Supplied material START
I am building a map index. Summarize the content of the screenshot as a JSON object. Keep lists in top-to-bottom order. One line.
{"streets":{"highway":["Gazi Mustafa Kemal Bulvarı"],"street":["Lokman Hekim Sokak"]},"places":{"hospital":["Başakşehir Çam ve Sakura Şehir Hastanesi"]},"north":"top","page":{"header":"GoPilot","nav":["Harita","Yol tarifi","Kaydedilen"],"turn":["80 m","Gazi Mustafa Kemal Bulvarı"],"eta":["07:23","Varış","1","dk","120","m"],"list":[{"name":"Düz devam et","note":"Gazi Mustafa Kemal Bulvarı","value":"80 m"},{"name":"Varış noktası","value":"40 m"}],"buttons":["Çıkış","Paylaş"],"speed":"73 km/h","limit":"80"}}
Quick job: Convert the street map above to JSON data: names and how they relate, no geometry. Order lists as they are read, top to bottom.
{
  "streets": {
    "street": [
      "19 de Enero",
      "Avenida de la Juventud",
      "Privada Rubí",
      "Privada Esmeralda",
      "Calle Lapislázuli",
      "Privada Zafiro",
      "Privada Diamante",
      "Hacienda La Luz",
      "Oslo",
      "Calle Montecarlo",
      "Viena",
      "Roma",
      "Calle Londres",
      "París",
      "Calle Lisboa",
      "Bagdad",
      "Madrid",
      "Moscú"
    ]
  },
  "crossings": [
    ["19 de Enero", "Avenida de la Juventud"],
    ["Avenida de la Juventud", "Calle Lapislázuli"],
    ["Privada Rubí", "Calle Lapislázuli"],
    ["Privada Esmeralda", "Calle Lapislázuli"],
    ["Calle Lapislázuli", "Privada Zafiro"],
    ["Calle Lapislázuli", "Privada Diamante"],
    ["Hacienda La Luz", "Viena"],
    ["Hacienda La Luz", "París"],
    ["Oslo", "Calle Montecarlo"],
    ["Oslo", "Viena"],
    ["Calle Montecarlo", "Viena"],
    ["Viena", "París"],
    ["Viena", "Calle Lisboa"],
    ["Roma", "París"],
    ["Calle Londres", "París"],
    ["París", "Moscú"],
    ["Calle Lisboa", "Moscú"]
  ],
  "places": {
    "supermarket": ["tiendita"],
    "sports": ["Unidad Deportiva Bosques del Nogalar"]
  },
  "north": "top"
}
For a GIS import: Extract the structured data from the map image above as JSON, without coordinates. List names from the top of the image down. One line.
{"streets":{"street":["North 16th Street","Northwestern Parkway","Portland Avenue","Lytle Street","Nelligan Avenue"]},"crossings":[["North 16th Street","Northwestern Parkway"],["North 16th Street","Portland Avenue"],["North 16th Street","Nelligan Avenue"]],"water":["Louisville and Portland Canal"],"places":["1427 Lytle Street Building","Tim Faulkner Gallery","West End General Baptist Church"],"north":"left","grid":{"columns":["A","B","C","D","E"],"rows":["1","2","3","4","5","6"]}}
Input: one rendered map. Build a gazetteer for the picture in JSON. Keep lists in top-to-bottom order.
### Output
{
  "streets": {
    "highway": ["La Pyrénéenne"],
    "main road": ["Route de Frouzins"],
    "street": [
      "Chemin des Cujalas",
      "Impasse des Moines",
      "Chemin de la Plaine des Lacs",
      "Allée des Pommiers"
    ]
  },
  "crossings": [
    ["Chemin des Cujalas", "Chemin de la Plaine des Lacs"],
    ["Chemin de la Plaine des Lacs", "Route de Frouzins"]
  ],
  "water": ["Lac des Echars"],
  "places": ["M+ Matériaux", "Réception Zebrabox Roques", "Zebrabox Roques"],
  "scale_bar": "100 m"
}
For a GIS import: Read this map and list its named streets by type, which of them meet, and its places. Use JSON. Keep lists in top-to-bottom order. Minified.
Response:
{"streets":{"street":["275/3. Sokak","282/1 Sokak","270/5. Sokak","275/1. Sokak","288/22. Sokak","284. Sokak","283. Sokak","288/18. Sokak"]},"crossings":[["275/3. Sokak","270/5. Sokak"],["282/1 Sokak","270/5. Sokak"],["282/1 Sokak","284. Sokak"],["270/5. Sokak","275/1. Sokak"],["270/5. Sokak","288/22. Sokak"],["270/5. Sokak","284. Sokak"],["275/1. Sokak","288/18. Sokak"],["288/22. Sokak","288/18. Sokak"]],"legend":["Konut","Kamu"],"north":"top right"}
Supplied material END
Goal of the exercise:
Everything in the listing needs to be duplicated exactly, line for line.

Answer:
I am building a map index. Summarize the content of the screenshot as a JSON object. Keep lists in top-to-bottom order. One line.
{"streets":{"highway":["Gazi Mustafa Kemal Bulvarı"],"street":["Lokman Hekim Sokak"]},"places":{"hospital":["Başakşehir Çam ve Sakura Şehir Hastanesi"]},"north":"top","page":{"header":"GoPilot","nav":["Harita","Yol tarifi","Kaydedilen"],"turn":["80 m","Gazi Mustafa Kemal Bulvarı"],"eta":["07:23","Varış","1","dk","120","m"],"list":[{"name":"Düz devam et","note":"Gazi Mustafa Kemal Bulvarı","value":"80 m"},{"name":"Varış noktası","value":"40 m"}],"buttons":["Çıkış","Paylaş"],"speed":"73 km/h","limit":"80"}}
Quick job: Convert the street map above to JSON data: names and how they relate, no geometry. Order lists as they are read, top to bottom.
{
  "streets": {
    "street": [
      "19 de Enero",
      "Avenida de la Juventud",
      "Privada Rubí",
      "Privada Esmeralda",
      "Calle Lapislázuli",
      "Privada Zafiro",
      "Privada Diamante",
      "Hacienda La Luz",
      "Oslo",
      "Calle Montecarlo",
      "Viena",
      "Roma",
      "Calle Londres",
      "París",
      "Calle Lisboa",
      "Bagdad",
      "Madrid",
      "Moscú"
    ]
  },
  "crossings": [
    ["19 de Enero", "Avenida de la Juventud"],
    ["Avenida de la Juventud", "Calle Lapislázuli"],
    ["Privada Rubí", "Calle Lapislázuli"],
    ["Privada Esmeralda", "Calle Lapislázuli"],
    ["Calle Lapislázuli", "Privada Zafiro"],
    ["Calle Lapislázuli", "Privada Diamante"],
    ["Hacienda La Luz", "Viena"],
    ["Hacienda La Luz", "París"],
    ["Oslo", "Calle Montecarlo"],
    ["Oslo", "Viena"],
    ["Calle Montecarlo", "Viena"],
    ["Viena", "París"],
    ["Viena", "Calle Lisboa"],
    ["Roma", "París"],
    ["Calle Londres", "París"],
    ["París", "Moscú"],
    ["Calle Lisboa", "Moscú"]
  ],
  "places": {
    "supermarket": ["tiendita"],
    "sports": ["Unidad Deportiva Bosques del Nogalar"]
  },
  "north": "top"
}
For a GIS import: Extract the structured data from the map image above as JSON, without coordinates. List names from the top of the image down. One line.
{"streets":{"street":["North 16th Street","Northwestern Parkway","Portland Avenue","Lytle Street","Nelligan Avenue"]},"crossings":[["North 16th Street","Northwestern Parkway"],["North 16th Street","Portland Avenue"],["North 16th Street","Nelligan Avenue"]],"water":["Louisville and Portland Canal"],"places":["1427 Lytle Street Building","Tim Faulkner Gallery","West End General Baptist Church"],"north":"left","grid":{"columns":["A","B","C","D","E"],"rows":["1","2","3","4","5","6"]}}
Input: one rendered map. Build a gazetteer for the picture in JSON. Keep lists in top-to-bottom order.
### Output
{
  "streets": {
    "highway": ["La Pyrénéenne"],
    "main road": ["Route de Frouzins"],
    "street": [
      "Chemin des Cujalas",
      "Impasse des Moines",
      "Chemin de la Plaine des Lacs",
      "Allée des Pommiers"
    ]
  },
  "crossings": [
    ["Chemin des Cujalas", "Chemin de la Plaine des Lacs"],
    ["Chemin de la Plaine des Lacs", "Route de Frouzins"]
  ],
  "water": ["Lac des Echars"],
  "places": ["M+ Matériaux", "Réception Zebrabox Roques", "Zebrabox Roques"],
  "scale_bar": "100 m"
}
For a GIS import: Read this map and list its named streets by type, which of them meet, and its places. Use JSON. Keep lists in top-to-bottom order. Minified.
Response:
{"streets":{"street":["275/3. Sokak","282/1 Sokak","270/5. Sokak","275/1. Sokak","288/22. Sokak","284. Sokak","283. Sokak","288/18. Sokak"]},"crossings":[["275/3. Sokak","270/5. Sokak"],["282/1 Sokak","270/5. Sokak"],["282/1 Sokak","284. Sokak"],["270/5. Sokak","275/1. Sokak"],["270/5. Sokak","288/22. Sokak"],["270/5. Sokak","284. Sokak"],["275/1. Sokak","288/18. Sokak"],["288/22. Sokak","288/18. Sokak"]],"legend":["Konut","Kamu"],"north":"top right"}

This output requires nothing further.